Why AI Came At the Wrong Time
While we're still figuring out digital literacy 101, the stakes for children and education systems are rising
I recently attended a meeting with an organisation considering a new programme on Education and AI. A team member gave an impassioned speech that these plans should be reconsidered. He argued that their team hadn’t achieved any of their milestones regarding fostering digital literacy and inclusion, and they should get that right before thinking about introducing any AI-related programme.
I was honestly astounded to hear this. If he is indeed passionate about educational inclusion and digital literacy of children, how would he not want talk about the issue that will entirely transform education and is already determining children’s lives online?
I acknowledged that he had a point, but that we frankly don’t have the luxury to disregard AI. It is here and it is here to stay. That means it simply isn't enough to teach 2019 modules of how to spot misinformation. We can't think a marginalised child will participate in the future of work by simply knowing how to navigate a tablet.
Digital literacy is crucial, but AI is now an essential part of it. Denying this reality means one isn’t aware of the reality we now live in. Former OpenAI employee Leopold Aschenbrenner argues that most people lack "situational awareness" about AI's true pace of development. While everyone talks about AI, few grasp that artificial general intelligence (AGI) could arrive by 2027, not decades from now. If he's even partially correct, the children we're educating today will experience the most dramatic technological shift in human history. This timeline makes updating digital literacy frameworks urgent, not optional.
This Has Happened Before
To understand why waiting isn't an option, we need only look at history. When the Industrial Revolution happened, societies scrambled to adapt. Entire fields of work were obliterated. People moved to cities, transforming family structures and social relationships. Governments developed mass education systems designed to prepare children for industrial work. Schools became like factories themselves, teaching children to follow schedules, obey authority, and work in standardized ways. While these systems eventually included protections for children, it took nearly two centuries of social upheaval before most developed nations created the frameworks we recognize today.

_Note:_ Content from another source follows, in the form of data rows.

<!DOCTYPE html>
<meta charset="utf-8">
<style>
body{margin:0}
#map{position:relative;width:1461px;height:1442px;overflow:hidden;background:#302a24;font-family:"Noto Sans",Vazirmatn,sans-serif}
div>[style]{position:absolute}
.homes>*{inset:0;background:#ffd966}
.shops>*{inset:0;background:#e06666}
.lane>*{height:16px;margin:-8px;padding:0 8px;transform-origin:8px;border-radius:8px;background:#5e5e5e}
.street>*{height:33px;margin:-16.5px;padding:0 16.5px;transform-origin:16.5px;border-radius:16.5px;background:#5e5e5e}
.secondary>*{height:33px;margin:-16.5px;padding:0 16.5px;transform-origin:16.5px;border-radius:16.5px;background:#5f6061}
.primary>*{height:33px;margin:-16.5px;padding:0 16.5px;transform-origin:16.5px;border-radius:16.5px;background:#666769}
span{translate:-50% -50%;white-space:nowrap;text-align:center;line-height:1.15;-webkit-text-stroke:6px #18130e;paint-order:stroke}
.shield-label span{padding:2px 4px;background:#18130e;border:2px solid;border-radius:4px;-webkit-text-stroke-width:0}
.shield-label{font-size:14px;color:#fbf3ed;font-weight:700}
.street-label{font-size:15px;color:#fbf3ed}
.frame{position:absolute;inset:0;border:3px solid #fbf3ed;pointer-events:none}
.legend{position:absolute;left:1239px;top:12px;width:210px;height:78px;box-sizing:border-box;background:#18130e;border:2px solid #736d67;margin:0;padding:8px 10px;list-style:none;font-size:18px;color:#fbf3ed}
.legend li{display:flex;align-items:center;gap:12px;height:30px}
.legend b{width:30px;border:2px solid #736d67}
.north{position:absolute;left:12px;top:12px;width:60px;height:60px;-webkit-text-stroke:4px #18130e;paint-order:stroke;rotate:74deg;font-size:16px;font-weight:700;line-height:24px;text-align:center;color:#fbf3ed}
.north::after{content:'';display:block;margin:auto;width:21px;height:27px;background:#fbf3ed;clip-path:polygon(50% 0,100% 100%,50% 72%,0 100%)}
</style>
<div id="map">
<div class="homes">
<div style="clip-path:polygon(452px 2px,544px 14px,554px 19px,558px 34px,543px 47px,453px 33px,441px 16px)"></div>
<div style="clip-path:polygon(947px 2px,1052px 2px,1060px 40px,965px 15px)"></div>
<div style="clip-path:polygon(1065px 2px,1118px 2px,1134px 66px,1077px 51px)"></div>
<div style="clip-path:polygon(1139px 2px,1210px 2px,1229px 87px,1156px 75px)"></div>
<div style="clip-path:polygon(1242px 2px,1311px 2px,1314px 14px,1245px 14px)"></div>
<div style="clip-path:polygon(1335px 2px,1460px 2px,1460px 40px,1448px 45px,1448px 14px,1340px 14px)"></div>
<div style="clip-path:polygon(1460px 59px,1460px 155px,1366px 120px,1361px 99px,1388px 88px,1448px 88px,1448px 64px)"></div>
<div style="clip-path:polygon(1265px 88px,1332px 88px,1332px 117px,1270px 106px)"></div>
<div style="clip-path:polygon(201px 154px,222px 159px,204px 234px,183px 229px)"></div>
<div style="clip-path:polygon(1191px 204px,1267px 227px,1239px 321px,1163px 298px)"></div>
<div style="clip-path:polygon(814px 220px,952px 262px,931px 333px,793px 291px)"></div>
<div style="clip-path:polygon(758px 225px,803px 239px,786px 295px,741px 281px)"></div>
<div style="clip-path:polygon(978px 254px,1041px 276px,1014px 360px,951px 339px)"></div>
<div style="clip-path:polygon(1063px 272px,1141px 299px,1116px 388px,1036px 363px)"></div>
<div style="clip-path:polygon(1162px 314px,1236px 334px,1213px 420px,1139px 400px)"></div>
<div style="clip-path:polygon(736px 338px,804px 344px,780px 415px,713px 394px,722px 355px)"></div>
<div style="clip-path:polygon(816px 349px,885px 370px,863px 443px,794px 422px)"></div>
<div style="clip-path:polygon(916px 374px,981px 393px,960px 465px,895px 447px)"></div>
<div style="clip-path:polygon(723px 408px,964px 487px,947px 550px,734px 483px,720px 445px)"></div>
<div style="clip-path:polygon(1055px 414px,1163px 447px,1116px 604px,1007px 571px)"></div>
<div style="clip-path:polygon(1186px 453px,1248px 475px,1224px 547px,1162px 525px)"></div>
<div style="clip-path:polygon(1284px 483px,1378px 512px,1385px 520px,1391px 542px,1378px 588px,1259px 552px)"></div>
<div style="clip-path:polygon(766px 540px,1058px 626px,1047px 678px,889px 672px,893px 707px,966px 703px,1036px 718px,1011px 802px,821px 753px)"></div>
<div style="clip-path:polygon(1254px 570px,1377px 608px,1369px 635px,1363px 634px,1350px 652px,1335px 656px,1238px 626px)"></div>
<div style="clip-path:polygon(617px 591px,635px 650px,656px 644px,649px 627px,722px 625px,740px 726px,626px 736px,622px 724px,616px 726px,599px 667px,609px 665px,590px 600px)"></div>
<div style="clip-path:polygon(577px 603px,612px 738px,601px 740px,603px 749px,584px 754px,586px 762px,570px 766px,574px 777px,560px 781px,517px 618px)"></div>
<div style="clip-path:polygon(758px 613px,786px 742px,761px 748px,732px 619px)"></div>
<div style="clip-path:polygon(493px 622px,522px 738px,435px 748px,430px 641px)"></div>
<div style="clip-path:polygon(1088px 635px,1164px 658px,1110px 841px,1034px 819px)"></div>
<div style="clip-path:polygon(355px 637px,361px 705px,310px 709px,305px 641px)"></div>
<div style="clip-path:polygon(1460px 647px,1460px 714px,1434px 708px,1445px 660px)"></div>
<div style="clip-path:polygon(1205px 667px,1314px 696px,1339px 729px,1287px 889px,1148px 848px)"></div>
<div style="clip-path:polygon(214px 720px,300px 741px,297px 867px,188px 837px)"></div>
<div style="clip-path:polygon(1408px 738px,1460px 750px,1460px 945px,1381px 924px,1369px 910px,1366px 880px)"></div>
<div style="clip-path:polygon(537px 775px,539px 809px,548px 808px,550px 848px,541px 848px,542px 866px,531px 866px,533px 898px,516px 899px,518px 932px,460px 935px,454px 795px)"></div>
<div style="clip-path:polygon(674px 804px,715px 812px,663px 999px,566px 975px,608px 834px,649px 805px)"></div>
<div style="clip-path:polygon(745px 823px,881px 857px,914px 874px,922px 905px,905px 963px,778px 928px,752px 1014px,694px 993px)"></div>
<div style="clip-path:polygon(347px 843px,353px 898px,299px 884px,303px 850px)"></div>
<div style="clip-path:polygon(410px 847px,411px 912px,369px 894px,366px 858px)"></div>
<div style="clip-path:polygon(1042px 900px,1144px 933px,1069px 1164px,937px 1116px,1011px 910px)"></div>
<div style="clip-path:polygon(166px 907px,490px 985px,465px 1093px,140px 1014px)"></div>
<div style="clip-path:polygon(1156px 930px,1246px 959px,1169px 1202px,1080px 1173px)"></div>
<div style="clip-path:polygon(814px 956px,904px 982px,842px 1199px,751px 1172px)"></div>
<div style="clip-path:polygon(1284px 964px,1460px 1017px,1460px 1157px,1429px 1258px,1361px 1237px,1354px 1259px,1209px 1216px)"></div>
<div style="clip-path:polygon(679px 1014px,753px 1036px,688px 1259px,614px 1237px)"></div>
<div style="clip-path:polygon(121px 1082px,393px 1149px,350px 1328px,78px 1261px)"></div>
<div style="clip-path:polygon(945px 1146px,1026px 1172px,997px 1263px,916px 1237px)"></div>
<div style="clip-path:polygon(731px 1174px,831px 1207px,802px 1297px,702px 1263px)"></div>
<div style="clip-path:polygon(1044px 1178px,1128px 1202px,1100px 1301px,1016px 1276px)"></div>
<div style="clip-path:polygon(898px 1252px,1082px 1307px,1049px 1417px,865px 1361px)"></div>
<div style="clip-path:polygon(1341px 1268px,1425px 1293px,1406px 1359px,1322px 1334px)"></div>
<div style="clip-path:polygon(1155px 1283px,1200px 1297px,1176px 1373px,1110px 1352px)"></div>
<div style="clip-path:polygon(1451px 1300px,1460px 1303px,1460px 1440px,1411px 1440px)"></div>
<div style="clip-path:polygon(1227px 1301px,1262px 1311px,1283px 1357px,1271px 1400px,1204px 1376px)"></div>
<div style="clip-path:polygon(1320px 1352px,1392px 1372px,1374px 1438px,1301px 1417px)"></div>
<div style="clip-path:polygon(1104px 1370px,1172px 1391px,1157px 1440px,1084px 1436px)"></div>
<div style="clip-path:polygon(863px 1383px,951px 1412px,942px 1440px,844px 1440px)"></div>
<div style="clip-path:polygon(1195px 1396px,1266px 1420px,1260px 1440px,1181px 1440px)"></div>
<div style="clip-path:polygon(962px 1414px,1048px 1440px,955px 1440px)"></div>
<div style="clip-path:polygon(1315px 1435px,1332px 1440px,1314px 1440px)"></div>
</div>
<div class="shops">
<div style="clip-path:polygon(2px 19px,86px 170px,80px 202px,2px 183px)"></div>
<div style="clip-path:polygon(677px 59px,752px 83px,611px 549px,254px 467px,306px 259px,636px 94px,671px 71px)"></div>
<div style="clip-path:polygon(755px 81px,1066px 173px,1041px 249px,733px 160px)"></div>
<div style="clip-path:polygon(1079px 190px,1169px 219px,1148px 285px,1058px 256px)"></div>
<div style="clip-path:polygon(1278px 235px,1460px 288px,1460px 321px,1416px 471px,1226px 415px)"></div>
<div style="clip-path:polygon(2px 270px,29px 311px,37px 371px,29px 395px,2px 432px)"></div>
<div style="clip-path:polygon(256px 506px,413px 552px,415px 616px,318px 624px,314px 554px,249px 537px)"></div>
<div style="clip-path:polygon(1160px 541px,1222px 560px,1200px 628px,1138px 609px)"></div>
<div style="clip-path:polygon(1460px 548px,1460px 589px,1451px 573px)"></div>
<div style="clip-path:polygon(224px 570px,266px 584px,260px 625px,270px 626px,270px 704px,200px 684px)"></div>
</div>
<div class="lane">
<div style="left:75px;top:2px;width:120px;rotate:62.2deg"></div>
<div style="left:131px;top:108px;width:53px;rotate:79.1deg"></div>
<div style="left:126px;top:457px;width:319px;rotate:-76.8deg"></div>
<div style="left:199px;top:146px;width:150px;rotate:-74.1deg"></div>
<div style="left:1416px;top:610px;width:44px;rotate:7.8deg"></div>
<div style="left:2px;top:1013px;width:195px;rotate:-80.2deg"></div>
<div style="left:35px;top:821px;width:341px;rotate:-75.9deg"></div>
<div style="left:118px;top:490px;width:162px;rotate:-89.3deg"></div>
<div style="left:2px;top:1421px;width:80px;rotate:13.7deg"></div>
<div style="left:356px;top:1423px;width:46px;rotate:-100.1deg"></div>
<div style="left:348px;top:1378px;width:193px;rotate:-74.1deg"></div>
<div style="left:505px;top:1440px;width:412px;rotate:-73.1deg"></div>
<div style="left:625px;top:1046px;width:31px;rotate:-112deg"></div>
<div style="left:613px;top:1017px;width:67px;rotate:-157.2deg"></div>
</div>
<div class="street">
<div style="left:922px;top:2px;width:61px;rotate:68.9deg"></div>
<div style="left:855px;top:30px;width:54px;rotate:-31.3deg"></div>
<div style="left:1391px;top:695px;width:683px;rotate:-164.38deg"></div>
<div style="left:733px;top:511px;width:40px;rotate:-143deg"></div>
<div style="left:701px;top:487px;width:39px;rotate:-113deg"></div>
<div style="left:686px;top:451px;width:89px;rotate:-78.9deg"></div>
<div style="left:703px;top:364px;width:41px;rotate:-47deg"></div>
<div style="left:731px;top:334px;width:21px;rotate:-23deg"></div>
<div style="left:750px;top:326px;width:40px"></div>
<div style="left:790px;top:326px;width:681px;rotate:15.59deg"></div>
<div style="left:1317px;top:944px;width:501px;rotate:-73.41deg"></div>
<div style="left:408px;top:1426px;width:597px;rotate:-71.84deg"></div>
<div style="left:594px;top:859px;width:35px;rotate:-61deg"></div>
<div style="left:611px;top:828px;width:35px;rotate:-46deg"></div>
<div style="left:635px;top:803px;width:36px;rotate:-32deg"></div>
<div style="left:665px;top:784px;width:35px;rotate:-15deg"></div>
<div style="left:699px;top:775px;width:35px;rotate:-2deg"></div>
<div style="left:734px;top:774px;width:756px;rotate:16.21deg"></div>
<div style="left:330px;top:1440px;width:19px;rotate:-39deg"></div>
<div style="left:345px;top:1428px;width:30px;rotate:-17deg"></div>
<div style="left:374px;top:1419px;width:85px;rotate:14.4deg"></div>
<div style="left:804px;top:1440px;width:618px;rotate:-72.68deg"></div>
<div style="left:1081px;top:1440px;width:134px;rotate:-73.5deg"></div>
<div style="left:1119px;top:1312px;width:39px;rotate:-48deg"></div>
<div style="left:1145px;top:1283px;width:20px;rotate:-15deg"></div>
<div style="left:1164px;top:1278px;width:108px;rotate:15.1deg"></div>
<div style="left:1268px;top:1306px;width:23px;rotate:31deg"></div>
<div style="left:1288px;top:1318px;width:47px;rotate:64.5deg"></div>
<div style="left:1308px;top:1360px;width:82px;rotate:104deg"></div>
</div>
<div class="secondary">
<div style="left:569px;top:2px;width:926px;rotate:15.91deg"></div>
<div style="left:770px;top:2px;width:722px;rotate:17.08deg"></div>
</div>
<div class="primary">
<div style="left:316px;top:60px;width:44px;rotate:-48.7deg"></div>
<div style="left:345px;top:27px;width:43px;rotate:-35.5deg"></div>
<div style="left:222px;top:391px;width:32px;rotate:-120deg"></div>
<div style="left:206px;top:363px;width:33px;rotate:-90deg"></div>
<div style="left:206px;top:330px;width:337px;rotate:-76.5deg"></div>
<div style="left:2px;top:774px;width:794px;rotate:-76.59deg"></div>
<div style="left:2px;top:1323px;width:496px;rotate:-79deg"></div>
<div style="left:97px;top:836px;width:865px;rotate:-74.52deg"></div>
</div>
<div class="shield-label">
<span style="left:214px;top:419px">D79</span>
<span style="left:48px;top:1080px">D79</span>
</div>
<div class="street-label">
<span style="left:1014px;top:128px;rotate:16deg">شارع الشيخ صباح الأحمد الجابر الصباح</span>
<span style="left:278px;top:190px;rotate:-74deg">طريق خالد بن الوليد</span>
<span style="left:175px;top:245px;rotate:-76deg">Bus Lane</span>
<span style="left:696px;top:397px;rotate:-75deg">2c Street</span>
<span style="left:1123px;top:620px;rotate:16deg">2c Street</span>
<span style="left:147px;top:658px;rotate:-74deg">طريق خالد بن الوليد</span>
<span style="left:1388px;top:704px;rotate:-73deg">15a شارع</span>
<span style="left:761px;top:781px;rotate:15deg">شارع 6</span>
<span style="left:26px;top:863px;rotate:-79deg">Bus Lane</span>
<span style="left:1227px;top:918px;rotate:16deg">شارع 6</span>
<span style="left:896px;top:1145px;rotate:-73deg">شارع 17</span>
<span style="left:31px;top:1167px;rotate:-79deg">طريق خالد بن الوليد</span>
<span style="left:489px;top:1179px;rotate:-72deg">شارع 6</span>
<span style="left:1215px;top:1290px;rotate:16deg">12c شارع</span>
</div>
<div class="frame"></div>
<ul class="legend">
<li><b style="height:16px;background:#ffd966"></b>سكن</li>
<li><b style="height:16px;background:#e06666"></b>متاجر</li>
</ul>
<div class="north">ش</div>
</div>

The Opportunity We Can't Miss
What is the adaptation that we need now to thrive in the face of this current revolution? The AI revolution we are encountering both requires new educational approaches, and also presents an enormous opportunity. This is our time to think about how we can create true educational inclusion. We have totally new tools at hand to reach universal education of the girl child. We can reach children in low-middle-income countries, marginalised children in high-income countries, and both in-school and out-of-school children.
Instead of just thinking about how to prepare students for the workforce, now is the time to also think about how AI can help foster their wellbeing. We do not know what kind of careers we are preparing children for. This is our time to focus on foundational, transferable skills like confidence, and critical and creative thinking (in an upcoming essay, I’ll go into the depth of the cognitive science around how to foster the latter in times of GenAI). Creativity and imagination arguably matter to both children’s wellbeing and that of our economy. If machines can now handle many of the tedious tasks, isn't it time to truly lean into the skills that children need for creative, imaginative, human lives? And more than that, to teach them how to lead the world's machines in human ways?
Freedom vs. Control
Education systems in times of AI can either be built for more freedom or for more control. We can leverage AI for personalized learning paths, AI tutors for underserved areas, and encourage the use of GenAI in ways that help students value process as much as outcomes. Or AI can move toward surveillance systems, algorithmic bias in grading, and corporate data harvesting of even the youngest. I believe we should choose freedom.
Students who can think critically, question assumptions, and use AI to amplify their own thinking are in society's best interest. When children learn to direct powerful tools while keeping their curiosity alive, they become the ones who find cancer cures, solve problems in their communities, adapt to whatever changes come next, and define new understandings of progress.
The Road Ahead
If we agree that we don’t want children to be controlled by AI in the hands of those who don’t have their interests at heart, the work we need to do is plenty. Now is the time to think about how we can create new systems that protect children from the unprecedented dangers in the face of AI, including sophisticated misinformation that's harder to detect, AI systems that could manipulate children's emotions and decision-making, privacy violations through data collection, and the risk of children becoming overly dependent on AI for thinking and creativity.
The fact that they are entirely unprecedented, just like the Industrial Revolution was in its own time makes it really hard to figure out what it is our children need. The complexity of this challenge should never be a reason to shy away from it though. Sooner or later, this revolution will catch up with all children and they will either be left behind or included. It requires an iterative process, because that’s the way to find a solution to a new challenge. It’s on governments, policy makers, developers, scholars, educators, parents and children themselves to figure out. It’s on us.
The work ahead is complex, but that's exactly why we need to start now. Education systems have long failed many students. What if we can get it right this time? What if AI can help us lean into our humanity more? There's brilliant work happening on responsible AI across so many fields. If we're thoughtful about how we approach this, we can build something beautiful together. The question is whether we'll seize this moment or let greed rather than humanity write it.